The Power of Pressing Pause

Many of us are obsessed with ascending when we haven’t mastered grounding….

I am, and forever will be, a Questing Beast. I want to make the most of this lifecycle; learning, evolving, realising my potential. For the last two decades, “catching myself coming back in the opposite direction” is a rhythm I often run. I take pride in the amount that I can manage, but recent events have literally made me lie down and I now see that I’ve been missing a trick.

I am not sick; this was a self-inflicted injury from pushing myself too far physically. I am grateful for the universal course correction - i.e. “Sit down. Take a breath”. I value self care and simple pleasures greatly, but my healing process has been lying horizontal and doing absolutely nothing. This is something different and more profound.

As a doer I found enforced downtime, to this extreme, difficult. I’ve never had the patience for meditation - I get the irony – but as one of my wise friends advised, just lean into the stillness. (Thank you so much Charlotte).
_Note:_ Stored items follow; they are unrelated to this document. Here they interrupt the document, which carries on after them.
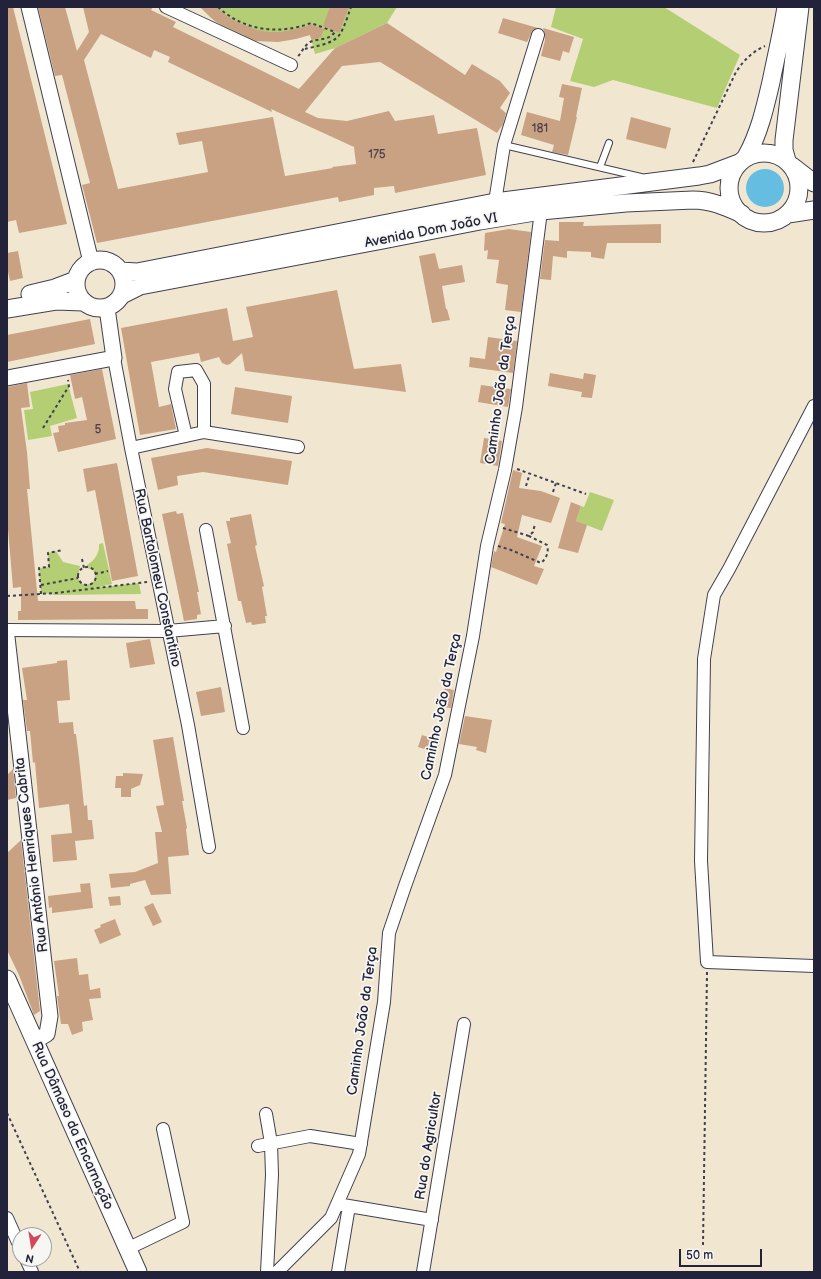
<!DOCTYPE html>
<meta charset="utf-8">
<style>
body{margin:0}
#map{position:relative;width:821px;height:1279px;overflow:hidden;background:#f1e7d0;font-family:"Balsamiq Sans",sans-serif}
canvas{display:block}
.frame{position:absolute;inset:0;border:8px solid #22223b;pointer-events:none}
.north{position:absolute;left:12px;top:1227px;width:40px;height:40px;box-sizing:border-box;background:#f6f6f2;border:1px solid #a1a1a9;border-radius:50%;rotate:192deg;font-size:11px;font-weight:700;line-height:16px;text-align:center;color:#22223b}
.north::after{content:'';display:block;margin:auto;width:14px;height:18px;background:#d1495b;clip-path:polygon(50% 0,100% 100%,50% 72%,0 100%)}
.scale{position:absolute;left:679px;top:1249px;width:83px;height:18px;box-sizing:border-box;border:2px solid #22223b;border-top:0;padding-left:5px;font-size:12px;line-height:14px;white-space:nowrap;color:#22223b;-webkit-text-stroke:3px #f6f6f2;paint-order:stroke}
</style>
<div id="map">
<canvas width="821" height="1279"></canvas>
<div class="frame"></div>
<div class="north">N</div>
<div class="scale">50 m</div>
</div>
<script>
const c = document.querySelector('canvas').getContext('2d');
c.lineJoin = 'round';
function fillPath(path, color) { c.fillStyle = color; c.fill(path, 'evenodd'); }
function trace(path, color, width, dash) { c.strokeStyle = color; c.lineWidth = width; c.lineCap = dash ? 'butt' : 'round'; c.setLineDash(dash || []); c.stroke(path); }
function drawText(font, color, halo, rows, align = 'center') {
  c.font = font + ' "Balsamiq Sans",sans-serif'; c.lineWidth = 3.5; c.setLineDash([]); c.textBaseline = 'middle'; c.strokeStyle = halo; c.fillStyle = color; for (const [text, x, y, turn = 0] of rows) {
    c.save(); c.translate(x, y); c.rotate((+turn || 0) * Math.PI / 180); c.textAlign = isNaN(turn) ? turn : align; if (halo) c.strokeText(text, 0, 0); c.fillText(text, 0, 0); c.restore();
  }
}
fillPath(new Path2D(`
 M 200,7 L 397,7 L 387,23 L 335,48 L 315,54 L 310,35 L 256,41 L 241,37 L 226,29 L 211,18 Z
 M 556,7 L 664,7 L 740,55 L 717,108 L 613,80 L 594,87 L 570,81 L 583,39 L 551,27 Z
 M 68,384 L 77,418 L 50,426 L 52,436 L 28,440 L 24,410 L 33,409 L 30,392 Z
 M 590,492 L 614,500 L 602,531 L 576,521 L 581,506 L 584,507 Z
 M 103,543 L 112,584 L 95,588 L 139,583 L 141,594 L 53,595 L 52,593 L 41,594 L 39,568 L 49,567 L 48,553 L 56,551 L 63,562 L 80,566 L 78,578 L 81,583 L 87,585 L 94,581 L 95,575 L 93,570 L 87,568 L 87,565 C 94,561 100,553 99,544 Z`), '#b4ce73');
fillPath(new Path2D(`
 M746 188a19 19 0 1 1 38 0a19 19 0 1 1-38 0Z`), '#65bee2');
fillPath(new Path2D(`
 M 7,7 L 13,7 L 67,224 L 19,233 L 16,220 L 7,222 Z
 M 38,7 L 65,7 L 77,51 L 89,32 L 83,7 L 153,7 L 151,10 L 176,22 L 173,27 L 299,89 L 335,48 L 387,23 L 465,75 L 472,64 L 500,81 L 510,93 L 500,108 L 506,113 L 503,124 L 497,133 L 380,62 L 342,66 L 305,112 L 318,118 L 347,121 L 389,111 L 395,121 L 434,115 L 438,134 L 477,128 L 486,175 L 395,193 L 394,186 L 374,188 L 374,195 L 339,202 L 338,197 L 97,243 L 82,185 L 90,183 L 62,75 L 55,76 ZM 101,34 L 151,58 L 154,50 L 170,57 L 168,62 L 272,112 L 271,109 L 354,147 L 356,164 L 332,167 L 333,168 L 285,176 L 273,117 L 176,133 L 179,145 L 202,141 L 208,172 L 118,189 L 84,60 Z
 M 200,7 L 216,7 L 227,16 L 237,22 L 257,30 L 269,32 L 281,32 L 304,27 L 308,26 L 307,23 L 326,30 L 323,31 L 321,37 L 312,40 L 310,35 L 296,39 L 278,42 L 256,41 L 216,22 Z
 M 330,7 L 349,7 L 339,33 L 323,26 Z
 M 503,18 L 538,28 L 533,30 L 527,42 L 498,33 Z
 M 543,28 L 574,37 L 569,53 L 563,51 L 560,61 L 541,56 L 545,40 L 545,34 Z
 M 562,84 L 582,88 L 576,117 L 577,117 L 568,155 L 552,152 L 554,145 L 521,135 L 527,112 L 560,121 L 564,98 L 559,97 Z
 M 631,117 L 671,128 L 666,149 L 626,139 Z
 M 559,222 L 584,222 L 583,226 L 661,224 L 661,243 L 607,243 L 604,259 L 591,257 L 591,252 L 567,251 L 567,258 L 553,256 L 551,280 L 540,279 L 545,240 L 559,241 Z
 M 509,229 L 531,232 L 521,312 L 505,310 L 508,285 L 496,283 L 499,260 L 487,259 L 488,250 L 484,251 L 485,233 Z
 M 18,251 L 23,278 L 10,281 L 7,267 L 7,253 Z
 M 435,253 L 439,269 L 462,265 L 465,282 L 442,286 L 446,309 L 447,309 L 450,320 L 432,323 L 419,256 Z
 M 337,290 L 354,369 L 401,364 L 406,392 L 245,371 L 242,353 L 230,364 L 227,365 L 222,363 L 219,357 L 201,362 L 199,353 L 151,362 L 159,407 L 171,404 L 176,429 L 140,435 L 121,328 L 227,308 L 233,341 L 253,337 L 246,307 Z
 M 90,319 L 95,344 L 7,362 L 7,335 Z
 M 488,337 L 517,341 L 513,373 L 469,367 L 470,357 L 485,359 Z
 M 102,369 L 116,439 L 58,452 L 53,433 L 59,432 L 58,426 L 65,425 L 65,423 L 87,420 L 82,397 L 75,399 L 70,375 Z
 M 550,373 L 583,379 L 584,373 L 596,375 L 592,398 L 581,397 L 582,392 L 548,386 Z
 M 27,383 L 30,407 L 21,408 L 27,452 L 30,489 L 27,489 L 38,601 L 135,601 L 136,609 L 148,609 L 148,619 L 18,620 L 18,611 L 21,611 L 21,587 L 13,588 L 7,518 L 7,387 Z
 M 481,385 L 511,389 L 508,407 L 478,402 Z
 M 235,387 L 292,396 L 288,423 L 231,414 Z
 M 484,438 L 502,441 L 498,466 L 480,463 Z
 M 207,448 L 292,461 L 288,485 L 203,472 L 177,476 L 178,485 L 158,490 L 151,458 Z
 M 117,463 L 138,576 L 112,581 L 95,490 L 87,492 L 83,469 Z
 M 513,470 L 522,473 L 519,488 L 541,491 L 560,498 L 551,523 L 522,515 L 517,537 L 542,546 L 534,566 L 544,569 L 537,585 L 491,567 L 494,551 L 496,552 L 505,524 L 501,523 Z
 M 571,502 L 581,506 L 576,521 L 587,525 L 578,553 L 558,548 Z
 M 176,511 L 177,514 L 183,513 L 199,592 L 197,592 L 201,614 L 197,615 L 197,619 L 184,621 L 162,514 Z
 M 251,514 L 257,545 L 255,546 L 264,586 L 262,587 L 267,616 L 265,616 L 266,623 L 252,625 L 251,622 L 246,623 L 241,601 L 238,601 L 227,544 L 231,543 L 226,521 L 230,521 L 230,518 Z
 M 150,639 L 155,664 L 130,668 L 126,643 Z
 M 67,660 L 70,700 L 57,701 L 59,723 L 73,722 L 74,734 L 76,734 L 79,758 L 84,806 L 87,805 L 88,820 L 92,820 L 94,839 L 75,841 L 77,860 L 53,862 L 51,835 L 72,833 L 69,804 L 39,808 L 35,762 L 33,763 L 30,731 L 27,731 L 23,700 L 27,700 L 22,668 L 57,663 L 57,661 Z
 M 221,687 L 225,712 L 201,716 L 196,692 Z
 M 445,688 L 454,690 L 451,708 L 441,707 Z
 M 465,716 L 492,720 L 486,753 L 476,750 L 477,747 L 459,744 Z
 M 422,735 L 440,741 L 437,753 L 418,747 Z
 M 173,737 L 184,801 L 182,801 L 187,828 L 186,829 L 189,855 L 168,857 L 171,894 L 151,895 L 145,880 L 130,884 L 130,886 L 111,888 L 109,874 L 135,872 L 158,863 L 155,832 L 162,832 L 156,806 L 164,805 L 153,740 Z
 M 13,769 L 16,798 L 7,800 L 7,775 Z
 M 123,773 L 143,774 L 140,785 L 131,789 L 131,797 L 121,797 L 121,788 L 115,788 L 116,776 L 123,776 Z
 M 21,840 L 40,1011 L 34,1015 L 19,975 L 7,950 L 7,853 Z
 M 90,883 L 93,908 L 52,913 L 52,907 L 49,908 L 48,896 L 81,892 L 80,884 Z
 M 120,896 L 121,905 L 110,906 L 108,897 Z
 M 153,903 L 162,922 L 153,926 L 144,907 Z
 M 115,919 L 121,935 L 100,944 L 94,930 L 101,927 L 100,925 Z
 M 77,958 L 79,975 L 88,974 L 90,990 L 100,988 L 101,998 L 89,999 L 93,1020 L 82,1022 L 83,1031 L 72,1035 L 68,1024 L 61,1024 L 57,996 L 59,996 L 54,961 Z`), '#c9a284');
const service = new Path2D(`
 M 504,145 L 641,177
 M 600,167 L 609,143`);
const minor = new Path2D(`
 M 166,7 L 291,65
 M 495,202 L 504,145 L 538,35
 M 114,358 L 131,448 L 188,725 L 209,847
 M 814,406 L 729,569 L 714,595 L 704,659 L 701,861 L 707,962 L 814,966
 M 186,436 L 175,389 L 178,372 L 196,370 L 204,384 L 204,432
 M 131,448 L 204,432 L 298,447
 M 206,530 L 243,728
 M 7,630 L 168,631 L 225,626
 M 266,1114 L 271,1143 L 272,1175 L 267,1272
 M 258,1146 L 310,1136 L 361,1144
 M 337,1204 L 432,1220
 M 7,1218 L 20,1247
 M 127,1249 L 183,1222 L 163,1129
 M 26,1259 L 32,1272
 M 277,1272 L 331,1218 L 359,1154 L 384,1002 L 389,933 L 405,886 L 445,775 L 473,636 L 487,546 L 505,470 L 516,407 L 541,211
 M 338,1272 L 349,1206
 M 423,1272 L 464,1024`);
const tertiary = new Path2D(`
 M 29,7 L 91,262
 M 7,378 L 114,358 L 107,308
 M 7,637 L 50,1016 L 47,1034 L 35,1041`);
const secondary = new Path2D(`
 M729 188a35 35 0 1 1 70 0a35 35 0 1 1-70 0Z
 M 746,157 C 759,134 765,108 771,82 C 776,57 782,32 786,7
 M 787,161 L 784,150 L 784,140 L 800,7
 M 792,166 L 814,183
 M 788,214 L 814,210
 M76 284a24 24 0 1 1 48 0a24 24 0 1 1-48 0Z
 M 120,271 L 137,272 L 495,202 L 699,176 L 710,174 L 739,163
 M 30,294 L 55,288 L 76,280
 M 122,295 L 140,286 L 383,240 L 480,221 L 541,211 L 626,203 L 693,200 C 711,200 726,207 742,214
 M 7,309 L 56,301 L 83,302
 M 7,979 L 138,1272`);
trace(service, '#414051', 8);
trace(minor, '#414051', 14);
trace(tertiary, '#414051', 17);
trace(secondary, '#414051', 19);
trace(new Path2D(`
 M 218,7 C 244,31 279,35 311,23 L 335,32 C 328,41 319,38 310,42 C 305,45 301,53 297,58
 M 305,49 C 316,46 334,44 340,34 C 345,26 348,15 351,7
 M 693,162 L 736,72 C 744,60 752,52 765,46
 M 43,428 L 69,386 L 68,380
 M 517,469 L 586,494
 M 526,486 L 530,473
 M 553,492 L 556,483
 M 503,528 L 529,536 L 533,532 L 535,524
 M 498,546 L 511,550 L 541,563 C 547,558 549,551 547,545 L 529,536
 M 82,559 L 84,568
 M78 576a9 9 0 1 1 18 0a9 9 0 1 1-18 0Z
 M 95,574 L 108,571
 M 41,585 L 78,578
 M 41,594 L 39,568 L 49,567 L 48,553 L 63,550
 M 7,596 L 56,593 L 147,582
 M 7,1113 L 80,1272
 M 703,1245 L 707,972`), '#414051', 2, [3, 3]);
trace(service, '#fff', 6);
trace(minor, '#fff', 12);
trace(tertiary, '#fff', 15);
trace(secondary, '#fff', 17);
drawText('12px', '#4c424d', null, [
 ["181",540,129],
 ["175",377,155],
 ["5",98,430]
]);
drawText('14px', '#22223b', '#f6f6f2', [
 ["Avenida Dom João VI",431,231,-11],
 ["Caminho João da Terça",501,390,-82],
 ["Rua Bartolomeu Constantino",157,578,78],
 ["Caminho João da Terça",442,707,-78],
 ["Rua António Henriques Cabrita",32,855,-97],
 ["Caminho João da Terça",363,1021,-82],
 ["Rua Dâmaso da Encarnação",72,1126,66],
 ["Rua do Agricultor",429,1146,-81]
]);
</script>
That stillness does not come from brushing-up-on-chess-and-reading-Wuthering-Heights-and-completing-my-Irish-Citizenship-and-clearing-my-admin list-and-and-and-and-and-and… BREATHE! With a brain that runs at a million miles an hour, and a rhythm tuned to multiple demands, it took me a minute (and two series of L’Agence Paris) to chew through the excess thoughts and concerns about what I should be doing, to finally succumb.

Stillness came from watching the antics of two plump squirrels, and an outlandishly glossy magpie, in the tree outside my window, from the sanctuary of my bed. That’s. It.

Self-care reinforces your value; stillness reinforces your self-belief.

Sage advice from a dear friend was to take advantage of the “rest you’d never get without reconstructive surgery”. Right there - Reconstructive. That’s exactly what complete stillness affords you. It pairs everything back. It lets your mind wander freely through the corridors of your unconsciousness, presenting memories and patterns, space and clarity, focus and creativity. It lights the pathway ahead. I see that loop, it's that direction I want, that’s not for me, how did I not see that opportunity, this is important, just let that go now. It is a place for epiphanies.

With the many moving parts of life, I know that making space for this stillness comes as a luxury. It also takes a lot to be still. Not just because of the stream of low-level “info” perpetually blasted at us, but because being absolutely still - quiet mind, at peace with who you are in your own company - can be an uncomfortable process. It’s quite common for people to schedule every inch of life, or constantly surround themselves with others, to avoid being alone with their “stuff”.

We could learn a lot from the Nordic tradition of Hygge (Hyoo-guh), a quiet space for comfort and contemplation. An opportunity for fresh thinking, new ideas and direction. It’s a shame that we don’t have this in English culture, but having wholeheartedly uncovered its value, it is a ritual I will be taking forward.